"But if it floats towards the ceiling, which is impossible, that's me losing and not running fast.
"I just replay that over and over in my head, that the reality of the ball floating up doesn't exist."
At that point, you really want to speculate, what if the ball is actually a small balloon filled with helium, but you remain silent for fear of disrupting the space/time continuum - or at least Millar's version of it.
Sprinters are different to other athletes. They tend to be physically and emotionally more highly strung than their counterparts in other events, and Millar surely demonstrates those traits, both before and after the starting gun sounds.
His home-straight blitz had eclipsed Chris Donaldson's 18-year-old national resident record by almost one-tenth of a second, a significant margin over such a short distance.
"I knew from the first step that I was moving," Millar reflects. "I knew I was in front of everyone else, and then just tried to put it down and focus on good mechanics - feeling light, but also feeling good and powerful.
"I just knew, once I crossed the line, that it was over a lot quicker than other races."
In fact, Millar's mechanics are the area he has probably made the biggest gains in recent times. When coach Dr Paul Gamble first met his protege in June 2015, he found Millar "a broken man".
His technique was contributing to a series of niggling injuries that were clearly inhibiting his development, so their mission was to deconstruct that flawed style and rebuild it.
"We returned to fundamentals and a lot of ABC-type drills to piece together the different parts of his technique," Gamble told athletics writer Steve Landells.
"We focused on quality, rather than volume. We worked on many aspects, like how his feet connected to the ground and the finer, deeper nuances of sprinting."
Millar, 24, echoes that observation.
"Last year was a big year for me to relearn how to run and get a really good understanding of my body.
"There were a lot of things we did right, a lot of things we could have done better, but acknowledging that we didn't have a perfect run and then figuring out how to do this year properly."
Almost 48 hours after eclipsing the dash record, Millar went one better, clocking 20.37s over 200m to smash the resident record and dip under Donaldson's national mark, set 20 years ago in Melbourne.

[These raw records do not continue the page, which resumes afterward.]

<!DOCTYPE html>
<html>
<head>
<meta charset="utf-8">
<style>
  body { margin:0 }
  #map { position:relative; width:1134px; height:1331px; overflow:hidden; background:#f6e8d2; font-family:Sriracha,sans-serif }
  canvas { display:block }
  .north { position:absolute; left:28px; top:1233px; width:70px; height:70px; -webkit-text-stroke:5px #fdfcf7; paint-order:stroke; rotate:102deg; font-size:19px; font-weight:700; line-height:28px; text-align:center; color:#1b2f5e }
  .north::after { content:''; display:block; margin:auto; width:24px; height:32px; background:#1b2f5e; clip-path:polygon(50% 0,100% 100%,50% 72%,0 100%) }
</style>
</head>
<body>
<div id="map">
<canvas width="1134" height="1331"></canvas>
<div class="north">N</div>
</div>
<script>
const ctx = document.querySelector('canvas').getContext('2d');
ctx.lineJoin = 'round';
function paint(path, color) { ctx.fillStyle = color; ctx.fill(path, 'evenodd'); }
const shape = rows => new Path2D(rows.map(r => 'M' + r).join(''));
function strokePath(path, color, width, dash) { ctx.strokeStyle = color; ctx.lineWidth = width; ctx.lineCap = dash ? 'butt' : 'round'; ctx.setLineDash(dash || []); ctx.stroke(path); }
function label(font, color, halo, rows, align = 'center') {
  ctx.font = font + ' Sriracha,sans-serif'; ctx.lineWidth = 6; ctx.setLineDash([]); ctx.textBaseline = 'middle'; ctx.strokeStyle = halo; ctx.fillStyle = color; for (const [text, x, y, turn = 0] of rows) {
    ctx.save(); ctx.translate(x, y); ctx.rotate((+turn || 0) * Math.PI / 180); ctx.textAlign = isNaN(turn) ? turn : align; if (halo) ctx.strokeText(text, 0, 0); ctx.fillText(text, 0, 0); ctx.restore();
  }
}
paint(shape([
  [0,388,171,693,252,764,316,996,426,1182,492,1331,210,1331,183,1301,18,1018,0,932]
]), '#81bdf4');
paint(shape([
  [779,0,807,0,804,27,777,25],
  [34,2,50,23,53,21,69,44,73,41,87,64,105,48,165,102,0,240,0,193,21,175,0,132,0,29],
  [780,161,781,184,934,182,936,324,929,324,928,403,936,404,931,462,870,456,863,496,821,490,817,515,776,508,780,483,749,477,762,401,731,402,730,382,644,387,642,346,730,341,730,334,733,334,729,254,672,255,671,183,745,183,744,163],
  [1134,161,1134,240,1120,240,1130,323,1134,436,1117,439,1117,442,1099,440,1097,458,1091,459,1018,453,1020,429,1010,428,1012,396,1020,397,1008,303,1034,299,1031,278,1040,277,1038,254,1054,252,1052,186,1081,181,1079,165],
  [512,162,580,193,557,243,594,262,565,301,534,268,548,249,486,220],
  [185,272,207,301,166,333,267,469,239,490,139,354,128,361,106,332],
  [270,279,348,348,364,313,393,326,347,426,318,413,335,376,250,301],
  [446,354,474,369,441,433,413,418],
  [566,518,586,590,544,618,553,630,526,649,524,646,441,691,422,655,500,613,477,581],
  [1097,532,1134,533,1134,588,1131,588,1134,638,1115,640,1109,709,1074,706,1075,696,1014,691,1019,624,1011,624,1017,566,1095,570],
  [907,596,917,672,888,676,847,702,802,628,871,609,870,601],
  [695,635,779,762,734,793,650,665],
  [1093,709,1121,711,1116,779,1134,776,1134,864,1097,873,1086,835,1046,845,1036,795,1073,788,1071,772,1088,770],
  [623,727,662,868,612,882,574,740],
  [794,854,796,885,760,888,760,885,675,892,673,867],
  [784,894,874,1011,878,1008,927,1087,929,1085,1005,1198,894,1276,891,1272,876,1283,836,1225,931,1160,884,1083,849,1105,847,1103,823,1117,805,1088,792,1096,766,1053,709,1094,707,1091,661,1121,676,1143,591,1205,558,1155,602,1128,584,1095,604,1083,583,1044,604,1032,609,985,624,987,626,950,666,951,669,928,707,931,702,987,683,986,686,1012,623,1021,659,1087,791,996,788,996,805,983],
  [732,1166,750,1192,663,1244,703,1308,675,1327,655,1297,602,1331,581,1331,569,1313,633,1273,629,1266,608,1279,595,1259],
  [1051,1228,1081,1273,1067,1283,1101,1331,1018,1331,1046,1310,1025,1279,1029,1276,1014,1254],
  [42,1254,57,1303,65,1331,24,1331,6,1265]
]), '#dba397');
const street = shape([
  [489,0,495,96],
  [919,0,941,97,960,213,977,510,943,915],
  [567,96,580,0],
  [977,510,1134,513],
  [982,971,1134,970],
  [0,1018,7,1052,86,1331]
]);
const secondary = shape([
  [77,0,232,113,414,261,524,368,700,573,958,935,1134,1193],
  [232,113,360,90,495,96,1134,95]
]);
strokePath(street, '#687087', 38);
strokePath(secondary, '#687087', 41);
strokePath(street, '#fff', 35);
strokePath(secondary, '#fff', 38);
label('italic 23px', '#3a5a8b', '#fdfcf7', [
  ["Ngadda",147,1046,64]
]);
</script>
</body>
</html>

Again, he showed his flair for the mangled metaphor, claiming to have literally run out of his skin in the 100m. In an earlier interview, he had reportedly described how he could feel himself running ahead of his body.
But Millar is also prone to the odd brush with officialdom and went close to ejection from the shorter race for time-wasting. Struggling to anchor his blocks at the startline, he was denied permission to have someone stand on them and eventually secured them with a pile of spare blocks, far from ideal preparation.
"I had to find a way to flip that to my advantage, so getting pissed off was the best thing I could do," he says. "Some people wouldn't have liked it, but I just thought 'bring it on ... annoy me, irritate me and see what happens'."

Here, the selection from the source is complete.